Granted, Ireland is a considerably smaller market, with extraordinarily lower budgets, and significantly fewer production companies. Britain has been the world’s number one format creator since 2009, and although its 41 per cent share of the market has dropped considerably since then, it still managed to rake in €378m (£305m) from formats in 2011, compared to France and Germany’s €304m.

This year, the TV Formats in Europe report announced Granada Television’s (ITV Studios) ‘Come Dine With Me’ was the most screened TV format in Europe last year. It surpassed Endemol’s ‘Big Brother’ and Sony’s ‘Who Wants To Be A Millionaire’, which until now, was the most successful TV format in history.

It brought in more than €172m (£139m) for ITV Studios in 2011, almost double the revenue from 2009. It aired 4,126 hours in 2011. Philip Morrow, founder of Northern Ireland’s Wild Rover Productions, says the cookery-based format’s success is more likely down to the number of hours it has been shown, rather than the money it brings in. “Shows like 'The Voice' and 'X Factor' cost a lot more money, purely to make [than ‘CDWM’], so success can be measured in a number of different ways.

”In terms of easiness to sell, it helps if you have some universal themes within what you do, for example, if you take ‘CDWM’, at the end of the day, all across the world, people like to have meals with each other. So you have a starting point that is very universal there. Then you can obviously easily translate it culturally to the types of food and the types of homes and the types of people that exist in an area the show is being filmed.”
Set
TV formats are big money makers

Wild Rover, with Morrow at the helm, is responsible for bringing hidden camera comedy show ‘Just for Laughs’ to the BBC, as well as ‘Secret Fortune’, the money-based gameshow which is currently in its third series, also on BBC. The Belfast-based production company is considered one of the most successful regional-based production companies, however, while ‘Secret Fortune’ has been optioned in an additional 16 territories, Morrow admits there a few opportunities in Northern Ireland and the UK for a format to take off globally.

A gameshow which he originally pitched to the BBC, ‘Take the Money and Run’, was turned down by the UK broadcaster, and subsequently picked up by ABC in America.
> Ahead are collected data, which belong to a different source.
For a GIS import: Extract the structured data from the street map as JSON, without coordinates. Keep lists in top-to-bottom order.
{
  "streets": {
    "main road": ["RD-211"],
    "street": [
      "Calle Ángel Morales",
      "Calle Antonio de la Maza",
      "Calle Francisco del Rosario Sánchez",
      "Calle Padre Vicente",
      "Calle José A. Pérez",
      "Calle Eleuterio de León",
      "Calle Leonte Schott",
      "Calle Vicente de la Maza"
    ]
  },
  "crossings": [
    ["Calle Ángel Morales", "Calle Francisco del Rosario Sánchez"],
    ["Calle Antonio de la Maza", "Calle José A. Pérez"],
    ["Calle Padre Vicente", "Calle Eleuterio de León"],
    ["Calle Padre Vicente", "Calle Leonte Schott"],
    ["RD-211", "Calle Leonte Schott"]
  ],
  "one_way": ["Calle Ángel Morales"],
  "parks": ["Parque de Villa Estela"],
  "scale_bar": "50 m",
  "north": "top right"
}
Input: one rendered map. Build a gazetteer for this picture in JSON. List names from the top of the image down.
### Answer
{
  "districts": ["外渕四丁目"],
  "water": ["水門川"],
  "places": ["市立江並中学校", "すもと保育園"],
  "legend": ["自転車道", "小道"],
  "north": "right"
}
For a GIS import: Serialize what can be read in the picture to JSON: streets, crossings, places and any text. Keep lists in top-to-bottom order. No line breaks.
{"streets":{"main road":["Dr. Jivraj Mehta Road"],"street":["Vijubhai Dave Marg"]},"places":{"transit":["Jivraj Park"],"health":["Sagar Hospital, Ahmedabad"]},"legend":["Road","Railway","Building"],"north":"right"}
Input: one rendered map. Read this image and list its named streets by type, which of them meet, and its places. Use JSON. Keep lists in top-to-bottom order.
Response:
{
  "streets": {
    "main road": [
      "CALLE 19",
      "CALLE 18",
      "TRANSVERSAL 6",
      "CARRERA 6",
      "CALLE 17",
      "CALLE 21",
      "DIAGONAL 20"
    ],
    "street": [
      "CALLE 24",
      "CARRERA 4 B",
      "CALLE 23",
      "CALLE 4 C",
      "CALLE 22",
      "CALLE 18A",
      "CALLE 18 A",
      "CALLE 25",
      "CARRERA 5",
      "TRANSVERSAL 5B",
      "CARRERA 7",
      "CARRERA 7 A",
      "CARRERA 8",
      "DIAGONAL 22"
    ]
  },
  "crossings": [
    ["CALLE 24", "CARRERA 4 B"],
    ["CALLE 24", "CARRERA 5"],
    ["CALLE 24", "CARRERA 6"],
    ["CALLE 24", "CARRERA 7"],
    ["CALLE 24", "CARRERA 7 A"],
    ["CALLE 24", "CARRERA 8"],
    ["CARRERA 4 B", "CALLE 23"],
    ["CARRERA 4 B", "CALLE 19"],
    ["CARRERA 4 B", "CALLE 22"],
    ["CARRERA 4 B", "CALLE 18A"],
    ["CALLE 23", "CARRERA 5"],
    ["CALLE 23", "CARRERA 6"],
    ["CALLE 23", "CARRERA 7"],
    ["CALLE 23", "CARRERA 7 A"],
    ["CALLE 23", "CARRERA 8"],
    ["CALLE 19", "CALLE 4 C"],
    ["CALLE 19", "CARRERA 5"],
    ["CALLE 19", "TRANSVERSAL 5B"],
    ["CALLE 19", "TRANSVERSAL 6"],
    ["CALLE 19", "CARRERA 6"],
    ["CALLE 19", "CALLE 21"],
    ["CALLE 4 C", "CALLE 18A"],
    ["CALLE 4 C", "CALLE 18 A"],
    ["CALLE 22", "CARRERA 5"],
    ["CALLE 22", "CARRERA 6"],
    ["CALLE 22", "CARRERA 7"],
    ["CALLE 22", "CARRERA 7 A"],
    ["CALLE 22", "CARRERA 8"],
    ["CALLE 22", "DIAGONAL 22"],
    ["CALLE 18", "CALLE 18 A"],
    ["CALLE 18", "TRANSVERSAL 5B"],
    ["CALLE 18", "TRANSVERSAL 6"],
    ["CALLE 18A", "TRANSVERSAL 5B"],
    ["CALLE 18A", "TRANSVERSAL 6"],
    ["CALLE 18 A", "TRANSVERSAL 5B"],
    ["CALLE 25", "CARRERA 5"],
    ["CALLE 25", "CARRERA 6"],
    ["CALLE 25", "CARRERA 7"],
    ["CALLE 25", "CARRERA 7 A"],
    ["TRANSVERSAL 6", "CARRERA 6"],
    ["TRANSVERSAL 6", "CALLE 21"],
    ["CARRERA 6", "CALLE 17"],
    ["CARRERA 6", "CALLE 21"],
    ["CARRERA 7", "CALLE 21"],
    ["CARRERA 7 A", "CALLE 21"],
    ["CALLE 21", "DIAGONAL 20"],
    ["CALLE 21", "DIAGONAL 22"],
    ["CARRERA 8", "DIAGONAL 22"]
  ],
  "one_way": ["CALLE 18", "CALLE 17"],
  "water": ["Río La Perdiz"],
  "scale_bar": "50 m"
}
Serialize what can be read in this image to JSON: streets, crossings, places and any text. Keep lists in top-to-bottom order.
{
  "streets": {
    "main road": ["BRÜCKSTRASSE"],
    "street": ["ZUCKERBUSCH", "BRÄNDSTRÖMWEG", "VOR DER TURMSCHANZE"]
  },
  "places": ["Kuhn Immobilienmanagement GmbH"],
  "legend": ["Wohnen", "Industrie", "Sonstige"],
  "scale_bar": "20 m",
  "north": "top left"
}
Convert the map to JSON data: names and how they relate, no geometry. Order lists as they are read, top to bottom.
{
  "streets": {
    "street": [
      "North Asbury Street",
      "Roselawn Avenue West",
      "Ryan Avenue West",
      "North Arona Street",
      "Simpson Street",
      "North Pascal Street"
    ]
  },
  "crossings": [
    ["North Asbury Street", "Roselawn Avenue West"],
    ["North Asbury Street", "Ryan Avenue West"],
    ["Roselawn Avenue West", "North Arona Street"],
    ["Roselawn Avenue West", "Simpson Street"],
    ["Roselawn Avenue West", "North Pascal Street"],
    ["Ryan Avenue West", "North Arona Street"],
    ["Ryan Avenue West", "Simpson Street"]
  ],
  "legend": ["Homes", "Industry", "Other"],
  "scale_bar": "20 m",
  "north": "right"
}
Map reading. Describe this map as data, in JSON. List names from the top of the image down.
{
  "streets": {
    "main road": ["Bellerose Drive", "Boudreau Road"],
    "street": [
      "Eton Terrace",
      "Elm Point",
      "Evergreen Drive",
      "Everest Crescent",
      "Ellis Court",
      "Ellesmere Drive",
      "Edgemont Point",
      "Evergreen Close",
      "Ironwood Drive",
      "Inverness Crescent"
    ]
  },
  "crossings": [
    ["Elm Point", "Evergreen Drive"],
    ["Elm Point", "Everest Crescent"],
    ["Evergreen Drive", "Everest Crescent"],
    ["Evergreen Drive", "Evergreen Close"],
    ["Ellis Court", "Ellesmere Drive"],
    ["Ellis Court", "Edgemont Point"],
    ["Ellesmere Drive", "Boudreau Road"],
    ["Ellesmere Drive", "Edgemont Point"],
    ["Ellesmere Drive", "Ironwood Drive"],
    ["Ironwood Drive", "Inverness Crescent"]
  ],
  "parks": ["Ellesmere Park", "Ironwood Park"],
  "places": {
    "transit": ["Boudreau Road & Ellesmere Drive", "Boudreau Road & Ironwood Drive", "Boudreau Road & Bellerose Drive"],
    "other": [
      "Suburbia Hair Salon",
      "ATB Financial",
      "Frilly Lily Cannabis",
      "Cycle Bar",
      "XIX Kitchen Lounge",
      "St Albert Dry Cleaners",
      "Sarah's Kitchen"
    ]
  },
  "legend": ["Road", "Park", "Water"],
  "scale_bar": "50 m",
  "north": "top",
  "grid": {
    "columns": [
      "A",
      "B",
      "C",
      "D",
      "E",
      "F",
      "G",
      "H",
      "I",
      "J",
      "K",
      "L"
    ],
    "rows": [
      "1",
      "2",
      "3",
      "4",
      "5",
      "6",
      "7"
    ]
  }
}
The first series has aired on ABC, and according to Morrow, “went down very well with American audiences, people seemed to like it.”

Producer Philip Kampff, of Dublin-based Vision Independent Productions (VIP), says the last four years has been “an absolute disaster for original formats”, and thinks shows RTÉ previously commissioned wouldn’t stand a chance of being commissioned in the current climate.

Kampff, along with Andy Ruane, brought ‘The Lyrics Board’ to RTÉ back in 1992, the music-based gameshow which featured Linda Martin and a number of Irish celebrities in a ‘guess-the-lyrics-style-format. Although it has ceased broadcasting in Ireland, the format has been picked up in 36 different territories around the world, and currently airs in Italy on Friday nights, as well as Sweden, Norway and Vietnam.

Pull
If you came along with 'Big Brother' to RTÉ it isn't going to get commissioned, and it's a shame, it shouldn't be the case."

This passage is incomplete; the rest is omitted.